Kinetic Networks: How Discussions Matter to Discussion Networks and Depression

George Usmanov1,2

1Brigham and Women's Hospital, United States of America; 2Harvard Medical School

Extensive sociological research illustrates the value of personal networks for individual outcomes, highlighting that discussions are crucial for managing personal issues. However, our understanding of what occurs within discussion networks remains limited. To address this gap, I developed a novel method that captures problem-specific networks and measures their overlap. Utilizing originally collected data on the personal networks of emerging adults, I assess discussion patterns and their links to depression. There are three principal findings. First, problem networks form around primary appraisals rather than content domains. Second, the extent of overlap among discussants varies according to primary appraisals. Challenges (potential for gain) consist of specialized and segmented discussants, whereas threats (potential for loss) and harms (actual harm) are found in overlapping networks. Third, larger social responses to problems—with more discussants—are correlated with less severe depression. These findings indicate that discussion practices that match rather than provide access to, resources are an important mechanism that links discussing problems with mental health.

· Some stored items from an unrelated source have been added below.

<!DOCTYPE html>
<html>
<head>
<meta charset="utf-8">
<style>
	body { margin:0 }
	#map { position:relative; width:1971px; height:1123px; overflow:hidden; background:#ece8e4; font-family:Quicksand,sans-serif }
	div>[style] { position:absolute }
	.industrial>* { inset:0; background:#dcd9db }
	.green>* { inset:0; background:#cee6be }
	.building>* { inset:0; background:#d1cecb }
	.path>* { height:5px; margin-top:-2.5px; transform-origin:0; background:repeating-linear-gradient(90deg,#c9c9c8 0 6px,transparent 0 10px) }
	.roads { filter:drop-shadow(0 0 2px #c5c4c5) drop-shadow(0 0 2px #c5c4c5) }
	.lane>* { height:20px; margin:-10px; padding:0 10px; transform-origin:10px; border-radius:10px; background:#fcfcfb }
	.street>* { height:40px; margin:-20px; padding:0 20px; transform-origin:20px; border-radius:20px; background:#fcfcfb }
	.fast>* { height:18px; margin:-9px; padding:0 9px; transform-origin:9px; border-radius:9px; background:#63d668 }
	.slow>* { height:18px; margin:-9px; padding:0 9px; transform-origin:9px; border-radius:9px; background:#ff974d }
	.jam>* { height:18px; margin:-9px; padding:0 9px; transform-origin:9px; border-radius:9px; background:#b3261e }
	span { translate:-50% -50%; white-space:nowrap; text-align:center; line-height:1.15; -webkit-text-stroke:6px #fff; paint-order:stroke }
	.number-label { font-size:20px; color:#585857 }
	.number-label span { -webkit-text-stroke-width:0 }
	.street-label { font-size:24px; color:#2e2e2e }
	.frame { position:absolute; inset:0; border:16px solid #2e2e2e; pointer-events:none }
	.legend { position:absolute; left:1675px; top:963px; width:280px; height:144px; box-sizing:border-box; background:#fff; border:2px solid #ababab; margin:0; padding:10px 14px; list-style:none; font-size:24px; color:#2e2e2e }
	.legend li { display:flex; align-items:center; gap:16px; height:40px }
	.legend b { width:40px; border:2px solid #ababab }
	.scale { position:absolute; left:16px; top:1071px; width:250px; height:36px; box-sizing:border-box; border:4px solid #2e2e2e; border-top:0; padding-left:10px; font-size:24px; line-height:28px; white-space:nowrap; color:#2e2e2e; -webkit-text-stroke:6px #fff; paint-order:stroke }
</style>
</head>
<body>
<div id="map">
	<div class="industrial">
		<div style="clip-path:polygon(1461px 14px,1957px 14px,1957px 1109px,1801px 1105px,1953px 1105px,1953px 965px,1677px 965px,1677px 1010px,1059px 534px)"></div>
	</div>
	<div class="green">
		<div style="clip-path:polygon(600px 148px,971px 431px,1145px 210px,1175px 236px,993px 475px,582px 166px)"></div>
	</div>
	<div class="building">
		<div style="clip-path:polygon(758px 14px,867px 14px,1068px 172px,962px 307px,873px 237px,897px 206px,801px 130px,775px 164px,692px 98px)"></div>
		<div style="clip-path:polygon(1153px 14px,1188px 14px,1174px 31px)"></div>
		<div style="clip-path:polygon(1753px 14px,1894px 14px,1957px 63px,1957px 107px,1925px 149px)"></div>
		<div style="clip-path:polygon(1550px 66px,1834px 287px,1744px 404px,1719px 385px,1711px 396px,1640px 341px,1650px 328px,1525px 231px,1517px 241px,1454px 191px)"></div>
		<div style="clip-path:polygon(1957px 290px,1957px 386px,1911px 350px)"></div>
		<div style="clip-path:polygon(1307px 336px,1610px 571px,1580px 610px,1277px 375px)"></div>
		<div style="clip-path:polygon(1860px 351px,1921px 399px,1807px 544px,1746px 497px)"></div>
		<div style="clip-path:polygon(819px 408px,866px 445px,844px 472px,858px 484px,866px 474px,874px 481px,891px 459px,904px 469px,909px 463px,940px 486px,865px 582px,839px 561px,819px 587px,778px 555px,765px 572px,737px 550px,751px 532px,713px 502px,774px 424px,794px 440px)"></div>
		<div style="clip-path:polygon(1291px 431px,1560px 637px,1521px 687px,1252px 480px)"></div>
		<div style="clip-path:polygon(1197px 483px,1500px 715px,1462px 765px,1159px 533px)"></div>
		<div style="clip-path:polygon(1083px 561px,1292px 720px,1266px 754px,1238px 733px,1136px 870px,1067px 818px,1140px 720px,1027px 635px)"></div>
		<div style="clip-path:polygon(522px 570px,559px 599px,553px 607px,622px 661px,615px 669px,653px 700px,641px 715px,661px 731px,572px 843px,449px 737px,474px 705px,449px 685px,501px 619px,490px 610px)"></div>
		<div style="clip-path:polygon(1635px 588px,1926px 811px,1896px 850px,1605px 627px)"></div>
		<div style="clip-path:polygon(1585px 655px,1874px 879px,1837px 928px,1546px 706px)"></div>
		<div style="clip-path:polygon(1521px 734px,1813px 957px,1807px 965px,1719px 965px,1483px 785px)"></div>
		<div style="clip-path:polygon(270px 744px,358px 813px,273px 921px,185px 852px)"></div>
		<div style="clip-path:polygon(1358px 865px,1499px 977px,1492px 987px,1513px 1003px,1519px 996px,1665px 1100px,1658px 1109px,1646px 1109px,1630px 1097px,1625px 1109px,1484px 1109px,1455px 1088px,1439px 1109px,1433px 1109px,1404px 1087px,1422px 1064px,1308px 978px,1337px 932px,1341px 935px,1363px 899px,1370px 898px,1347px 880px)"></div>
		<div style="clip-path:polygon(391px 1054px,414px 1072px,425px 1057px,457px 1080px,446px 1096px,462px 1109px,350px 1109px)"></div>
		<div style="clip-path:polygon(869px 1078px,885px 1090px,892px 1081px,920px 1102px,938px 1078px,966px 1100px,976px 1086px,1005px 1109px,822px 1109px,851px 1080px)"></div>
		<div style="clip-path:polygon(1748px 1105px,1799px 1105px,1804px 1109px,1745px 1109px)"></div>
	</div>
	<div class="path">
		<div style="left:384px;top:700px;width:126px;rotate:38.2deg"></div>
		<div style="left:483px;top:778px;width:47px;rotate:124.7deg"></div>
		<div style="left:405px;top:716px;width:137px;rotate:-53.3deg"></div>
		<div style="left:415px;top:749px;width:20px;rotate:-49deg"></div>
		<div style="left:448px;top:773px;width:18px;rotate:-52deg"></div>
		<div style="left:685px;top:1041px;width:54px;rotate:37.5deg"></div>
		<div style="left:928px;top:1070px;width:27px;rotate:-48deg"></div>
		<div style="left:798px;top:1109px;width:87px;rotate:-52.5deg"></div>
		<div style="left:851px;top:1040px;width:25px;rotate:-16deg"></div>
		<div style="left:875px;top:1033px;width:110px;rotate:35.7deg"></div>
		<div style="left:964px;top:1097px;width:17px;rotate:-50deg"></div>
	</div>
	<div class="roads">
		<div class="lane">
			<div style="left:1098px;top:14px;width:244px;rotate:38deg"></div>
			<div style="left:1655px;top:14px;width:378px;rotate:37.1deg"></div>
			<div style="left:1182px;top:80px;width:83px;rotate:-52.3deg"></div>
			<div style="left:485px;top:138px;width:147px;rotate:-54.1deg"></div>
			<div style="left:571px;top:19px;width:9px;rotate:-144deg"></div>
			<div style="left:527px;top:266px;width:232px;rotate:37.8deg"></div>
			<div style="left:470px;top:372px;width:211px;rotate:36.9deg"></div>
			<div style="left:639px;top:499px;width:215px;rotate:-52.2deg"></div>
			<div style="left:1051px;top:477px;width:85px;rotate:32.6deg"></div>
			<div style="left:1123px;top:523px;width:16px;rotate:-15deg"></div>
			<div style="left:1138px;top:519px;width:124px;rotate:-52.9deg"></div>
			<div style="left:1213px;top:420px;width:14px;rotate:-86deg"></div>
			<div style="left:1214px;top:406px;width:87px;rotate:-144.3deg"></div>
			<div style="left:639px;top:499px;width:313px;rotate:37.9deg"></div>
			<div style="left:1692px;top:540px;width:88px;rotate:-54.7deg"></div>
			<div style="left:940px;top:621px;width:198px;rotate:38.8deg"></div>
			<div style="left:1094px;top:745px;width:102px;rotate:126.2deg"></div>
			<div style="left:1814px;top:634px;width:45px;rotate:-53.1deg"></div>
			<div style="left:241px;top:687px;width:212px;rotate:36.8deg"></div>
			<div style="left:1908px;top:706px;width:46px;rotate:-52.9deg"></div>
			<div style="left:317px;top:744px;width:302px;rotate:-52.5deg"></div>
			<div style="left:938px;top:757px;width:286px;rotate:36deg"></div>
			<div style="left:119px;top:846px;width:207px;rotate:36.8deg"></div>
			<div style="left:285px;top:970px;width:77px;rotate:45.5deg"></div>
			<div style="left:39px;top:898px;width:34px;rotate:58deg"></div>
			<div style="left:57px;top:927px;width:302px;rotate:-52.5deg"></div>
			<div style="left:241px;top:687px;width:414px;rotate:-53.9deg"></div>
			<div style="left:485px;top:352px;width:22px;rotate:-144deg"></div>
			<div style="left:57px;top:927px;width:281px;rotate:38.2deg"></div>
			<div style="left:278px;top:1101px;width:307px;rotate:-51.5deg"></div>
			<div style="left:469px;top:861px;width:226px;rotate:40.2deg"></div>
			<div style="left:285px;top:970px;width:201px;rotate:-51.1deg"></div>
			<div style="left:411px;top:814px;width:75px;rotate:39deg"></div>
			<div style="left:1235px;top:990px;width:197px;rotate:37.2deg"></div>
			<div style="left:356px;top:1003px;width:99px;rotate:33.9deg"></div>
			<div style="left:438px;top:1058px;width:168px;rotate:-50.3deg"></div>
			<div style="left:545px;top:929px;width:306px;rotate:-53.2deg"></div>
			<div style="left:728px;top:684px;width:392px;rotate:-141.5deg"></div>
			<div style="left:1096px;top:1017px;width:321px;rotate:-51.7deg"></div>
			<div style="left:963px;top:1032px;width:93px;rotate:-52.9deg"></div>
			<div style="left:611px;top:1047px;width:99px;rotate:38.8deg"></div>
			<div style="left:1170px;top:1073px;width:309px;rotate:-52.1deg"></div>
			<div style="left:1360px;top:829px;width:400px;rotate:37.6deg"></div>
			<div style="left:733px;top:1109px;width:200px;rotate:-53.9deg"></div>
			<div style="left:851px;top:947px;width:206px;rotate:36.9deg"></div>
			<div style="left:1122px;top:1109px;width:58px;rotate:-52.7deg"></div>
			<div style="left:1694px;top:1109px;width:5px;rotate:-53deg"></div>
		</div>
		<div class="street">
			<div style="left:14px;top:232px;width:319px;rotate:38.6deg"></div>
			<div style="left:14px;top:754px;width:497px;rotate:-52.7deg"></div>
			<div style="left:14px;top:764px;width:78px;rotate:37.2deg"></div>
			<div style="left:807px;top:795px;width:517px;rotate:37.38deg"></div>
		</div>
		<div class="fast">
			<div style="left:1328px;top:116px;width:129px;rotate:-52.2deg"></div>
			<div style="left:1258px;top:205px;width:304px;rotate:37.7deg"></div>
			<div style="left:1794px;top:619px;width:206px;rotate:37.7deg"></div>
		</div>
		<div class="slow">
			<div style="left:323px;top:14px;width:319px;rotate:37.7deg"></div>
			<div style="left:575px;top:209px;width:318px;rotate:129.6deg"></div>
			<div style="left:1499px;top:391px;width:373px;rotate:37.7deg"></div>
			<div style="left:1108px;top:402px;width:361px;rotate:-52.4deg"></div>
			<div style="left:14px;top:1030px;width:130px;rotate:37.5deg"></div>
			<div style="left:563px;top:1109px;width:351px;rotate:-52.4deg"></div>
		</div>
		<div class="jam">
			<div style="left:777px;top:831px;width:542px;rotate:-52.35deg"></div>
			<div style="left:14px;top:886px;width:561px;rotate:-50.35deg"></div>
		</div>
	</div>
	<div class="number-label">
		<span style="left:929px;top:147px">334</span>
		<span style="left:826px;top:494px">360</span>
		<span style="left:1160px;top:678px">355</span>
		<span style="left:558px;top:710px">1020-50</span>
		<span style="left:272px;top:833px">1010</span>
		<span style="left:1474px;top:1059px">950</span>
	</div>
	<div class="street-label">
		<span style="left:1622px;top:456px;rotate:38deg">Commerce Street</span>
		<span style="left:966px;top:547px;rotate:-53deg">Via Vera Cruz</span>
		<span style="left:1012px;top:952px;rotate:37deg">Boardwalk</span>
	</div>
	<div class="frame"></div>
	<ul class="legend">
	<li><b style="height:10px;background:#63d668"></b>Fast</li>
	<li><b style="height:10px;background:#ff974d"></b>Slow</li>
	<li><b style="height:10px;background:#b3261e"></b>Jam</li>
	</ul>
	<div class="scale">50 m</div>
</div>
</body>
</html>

The benefits of personal networks for mental health in emerging adults may primarily operate through a matching mechanism driven by cognitive appraisals with specialized and segmented discussants. Theoretically, network structure arises from social interactions; consequently, an instrument based on these interactions is essential for evaluating structure. By overlooking social interactions, our capacity to characterize mechanisms is restricted, especially as digital technologies, namely social media sites, afford new ways for young adults to organize their personal networks.